Task directions | Transcribe the records below. Leave nothing out and change nothing.

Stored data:

◆ ◆ ◆ ◆

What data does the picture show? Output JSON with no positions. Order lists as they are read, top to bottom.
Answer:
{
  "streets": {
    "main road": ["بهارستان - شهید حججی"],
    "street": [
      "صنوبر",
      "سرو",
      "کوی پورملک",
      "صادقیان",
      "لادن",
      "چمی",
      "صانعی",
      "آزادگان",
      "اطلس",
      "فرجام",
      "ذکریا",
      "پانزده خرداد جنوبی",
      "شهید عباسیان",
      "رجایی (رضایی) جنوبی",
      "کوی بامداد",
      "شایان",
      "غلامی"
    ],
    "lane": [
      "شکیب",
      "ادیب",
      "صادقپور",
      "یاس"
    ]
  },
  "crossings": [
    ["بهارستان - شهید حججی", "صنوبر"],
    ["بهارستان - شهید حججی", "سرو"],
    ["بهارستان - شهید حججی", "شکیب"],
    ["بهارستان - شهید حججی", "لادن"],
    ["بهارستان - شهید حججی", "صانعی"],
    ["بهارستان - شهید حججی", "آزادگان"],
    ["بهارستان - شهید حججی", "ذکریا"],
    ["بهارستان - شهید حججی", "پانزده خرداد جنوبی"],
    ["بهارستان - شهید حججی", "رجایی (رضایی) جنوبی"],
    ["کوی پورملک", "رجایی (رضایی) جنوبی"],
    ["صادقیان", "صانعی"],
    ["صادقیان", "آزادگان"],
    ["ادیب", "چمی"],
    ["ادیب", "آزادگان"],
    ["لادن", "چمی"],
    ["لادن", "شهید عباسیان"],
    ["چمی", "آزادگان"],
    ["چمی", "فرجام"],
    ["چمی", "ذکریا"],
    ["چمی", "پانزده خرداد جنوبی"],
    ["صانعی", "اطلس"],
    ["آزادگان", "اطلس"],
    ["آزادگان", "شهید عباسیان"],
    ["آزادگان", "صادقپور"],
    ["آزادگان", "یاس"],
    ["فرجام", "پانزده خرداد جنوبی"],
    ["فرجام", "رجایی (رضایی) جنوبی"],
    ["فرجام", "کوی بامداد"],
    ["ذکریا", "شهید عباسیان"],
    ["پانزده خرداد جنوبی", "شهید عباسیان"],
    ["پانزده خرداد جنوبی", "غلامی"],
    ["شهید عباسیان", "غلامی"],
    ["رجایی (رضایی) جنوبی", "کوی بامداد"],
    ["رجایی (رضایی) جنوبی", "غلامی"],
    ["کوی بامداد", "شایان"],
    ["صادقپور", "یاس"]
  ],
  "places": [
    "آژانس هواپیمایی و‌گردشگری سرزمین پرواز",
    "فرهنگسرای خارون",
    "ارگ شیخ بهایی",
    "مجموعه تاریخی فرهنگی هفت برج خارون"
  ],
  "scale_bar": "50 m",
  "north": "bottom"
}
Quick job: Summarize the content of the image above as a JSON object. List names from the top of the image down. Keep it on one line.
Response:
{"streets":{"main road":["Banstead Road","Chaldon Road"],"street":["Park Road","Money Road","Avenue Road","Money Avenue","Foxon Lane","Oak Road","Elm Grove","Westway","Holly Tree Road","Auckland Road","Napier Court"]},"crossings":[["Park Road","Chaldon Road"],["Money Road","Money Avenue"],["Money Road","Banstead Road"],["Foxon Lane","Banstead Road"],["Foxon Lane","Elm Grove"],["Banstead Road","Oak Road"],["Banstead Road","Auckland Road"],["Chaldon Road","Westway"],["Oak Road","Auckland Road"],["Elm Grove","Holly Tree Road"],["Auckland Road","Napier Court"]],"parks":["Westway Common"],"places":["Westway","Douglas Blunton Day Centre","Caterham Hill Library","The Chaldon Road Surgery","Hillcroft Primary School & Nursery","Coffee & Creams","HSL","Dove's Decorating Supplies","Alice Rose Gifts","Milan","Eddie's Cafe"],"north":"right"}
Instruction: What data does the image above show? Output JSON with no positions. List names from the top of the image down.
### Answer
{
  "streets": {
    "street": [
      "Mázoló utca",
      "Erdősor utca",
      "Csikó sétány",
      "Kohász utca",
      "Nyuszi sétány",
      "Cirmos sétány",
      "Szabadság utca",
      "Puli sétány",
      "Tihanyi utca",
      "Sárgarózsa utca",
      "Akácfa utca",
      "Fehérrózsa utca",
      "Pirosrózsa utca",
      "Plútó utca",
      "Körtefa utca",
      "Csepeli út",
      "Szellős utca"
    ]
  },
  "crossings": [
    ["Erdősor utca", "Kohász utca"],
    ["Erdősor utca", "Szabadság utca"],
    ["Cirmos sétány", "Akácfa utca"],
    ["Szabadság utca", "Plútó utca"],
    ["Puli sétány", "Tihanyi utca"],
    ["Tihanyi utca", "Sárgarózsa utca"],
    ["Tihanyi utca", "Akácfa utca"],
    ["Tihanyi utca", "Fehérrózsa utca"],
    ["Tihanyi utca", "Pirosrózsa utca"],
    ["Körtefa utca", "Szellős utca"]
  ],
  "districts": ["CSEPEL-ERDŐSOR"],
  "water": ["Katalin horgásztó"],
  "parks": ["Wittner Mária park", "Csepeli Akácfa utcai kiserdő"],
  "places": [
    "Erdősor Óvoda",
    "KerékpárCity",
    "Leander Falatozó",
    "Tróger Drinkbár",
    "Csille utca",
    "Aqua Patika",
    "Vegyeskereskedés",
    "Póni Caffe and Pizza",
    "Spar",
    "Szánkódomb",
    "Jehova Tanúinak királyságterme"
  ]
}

◆ ◆ ◆ ◆

Solution to this problem |
What data does the picture show? Output JSON with no positions. Order lists as they are read, top to bottom.
Answer:
{
  "streets": {
    "main road": ["بهارستان - شهید حججی"],
    "street": [
      "صنوبر",
      "سرو",
      "کوی پورملک",
      "صادقیان",
      "لادن",
      "چمی",
      "صانعی",
      "آزادگان",
      "اطلس",
      "فرجام",
      "ذکریا",
      "پانزده خرداد جنوبی",
      "شهید عباسیان",
      "رجایی (رضایی) جنوبی",
      "کوی بامداد",
      "شایان",
      "غلامی"
    ],
    "lane": [
      "شکیب",
      "ادیب",
      "صادقپور",
      "یاس"
    ]
  },
  "crossings": [
    ["بهارستان - شهید حججی", "صنوبر"],
    ["بهارستان - شهید حججی", "سرو"],
    ["بهارستان - شهید حججی", "شکیب"],
    ["بهارستان - شهید حججی", "لادن"],
    ["بهارستان - شهید حججی", "صانعی"],
    ["بهارستان - شهید حججی", "آزادگان"],
    ["بهارستان - شهید حججی", "ذکریا"],
    ["بهارستان - شهید حججی", "پانزده خرداد جنوبی"],
    ["بهارستان - شهید حججی", "رجایی (رضایی) جنوبی"],
    ["کوی پورملک", "رجایی (رضایی) جنوبی"],
    ["صادقیان", "صانعی"],
    ["صادقیان", "آزادگان"],
    ["ادیب", "چمی"],
    ["ادیب", "آزادگان"],
    ["لادن", "چمی"],
    ["لادن", "شهید عباسیان"],
    ["چمی", "آزادگان"],
    ["چمی", "فرجام"],
    ["چمی", "ذکریا"],
    ["چمی", "پانزده خرداد جنوبی"],
    ["صانعی", "اطلس"],
    ["آزادگان", "اطلس"],
    ["آزادگان", "شهید عباسیان"],
    ["آزادگان", "صادقپور"],
    ["آزادگان", "یاس"],
    ["فرجام", "پانزده خرداد جنوبی"],
    ["فرجام", "رجایی (رضایی) جنوبی"],
    ["فرجام", "کوی بامداد"],
    ["ذکریا", "شهید عباسیان"],
    ["پانزده خرداد جنوبی", "شهید عباسیان"],
    ["پانزده خرداد جنوبی", "غلامی"],
    ["شهید عباسیان", "غلامی"],
    ["رجایی (رضایی) جنوبی", "کوی بامداد"],
    ["رجایی (رضایی) جنوبی", "غلامی"],
    ["کوی بامداد", "شایان"],
    ["صادقپور", "یاس"]
  ],
  "places": [
    "آژانس هواپیمایی و‌گردشگری سرزمین پرواز",
    "فرهنگسرای خارون",
    "ارگ شیخ بهایی",
    "مجموعه تاریخی فرهنگی هفت برج خارون"
  ],
  "scale_bar": "50 m",
  "north": "bottom"
}
Quick job: Summarize the content of the image above as a JSON object. List names from the top of the image down. Keep it on one line.
Response:
{"streets":{"main road":["Banstead Road","Chaldon Road"],"street":["Park Road","Money Road","Avenue Road","Money Avenue","Foxon Lane","Oak Road","Elm Grove","Westway","Holly Tree Road","Auckland Road","Napier Court"]},"crossings":[["Park Road","Chaldon Road"],["Money Road","Money Avenue"],["Money Road","Banstead Road"],["Foxon Lane","Banstead Road"],["Foxon Lane","Elm Grove"],["Banstead Road","Oak Road"],["Banstead Road","Auckland Road"],["Chaldon Road","Westway"],["Oak Road","Auckland Road"],["Elm Grove","Holly Tree Road"],["Auckland Road","Napier Court"]],"parks":["Westway Common"],"places":["Westway","Douglas Blunton Day Centre","Caterham Hill Library","The Chaldon Road Surgery","Hillcroft Primary School & Nursery","Coffee & Creams","HSL","Dove's Decorating Supplies","Alice Rose Gifts","Milan","Eddie's Cafe"],"north":"right"}
Instruction: What data does the image above show? Output JSON with no positions. List names from the top of the image down.
### Answer
{
  "streets": {
    "street": [
      "Mázoló utca",
      "Erdősor utca",
      "Csikó sétány",
      "Kohász utca",
      "Nyuszi sétány",
      "Cirmos sétány",
      "Szabadság utca",
      "Puli sétány",
      "Tihanyi utca",
      "Sárgarózsa utca",
      "Akácfa utca",
      "Fehérrózsa utca",
      "Pirosrózsa utca",
      "Plútó utca",
      "Körtefa utca",
      "Csepeli út",
      "Szellős utca"
    ]
  },
  "crossings": [
    ["Erdősor utca", "Kohász utca"],
    ["Erdősor utca", "Szabadság utca"],
    ["Cirmos sétány", "Akácfa utca"],
    ["Szabadság utca", "Plútó utca"],
    ["Puli sétány", "Tihanyi utca"],
    ["Tihanyi utca", "Sárgarózsa utca"],
    ["Tihanyi utca", "Akácfa utca"],
    ["Tihanyi utca", "Fehérrózsa utca"],
    ["Tihanyi utca", "Pirosrózsa utca"],
    ["Körtefa utca", "Szellős utca"]
  ],
  "districts": ["CSEPEL-ERDŐSOR"],
  "water": ["Katalin horgásztó"],
  "parks": ["Wittner Mária park", "Csepeli Akácfa utcai kiserdő"],
  "places": [
    "Erdősor Óvoda",
    "KerékpárCity",
    "Leander Falatozó",
    "Tróger Drinkbár",
    "Csille utca",
    "Aqua Patika",
    "Vegyeskereskedés",
    "Póni Caffe and Pizza",
    "Spar",
    "Szánkódomb",
    "Jehova Tanúinak királyságterme"
  ]
}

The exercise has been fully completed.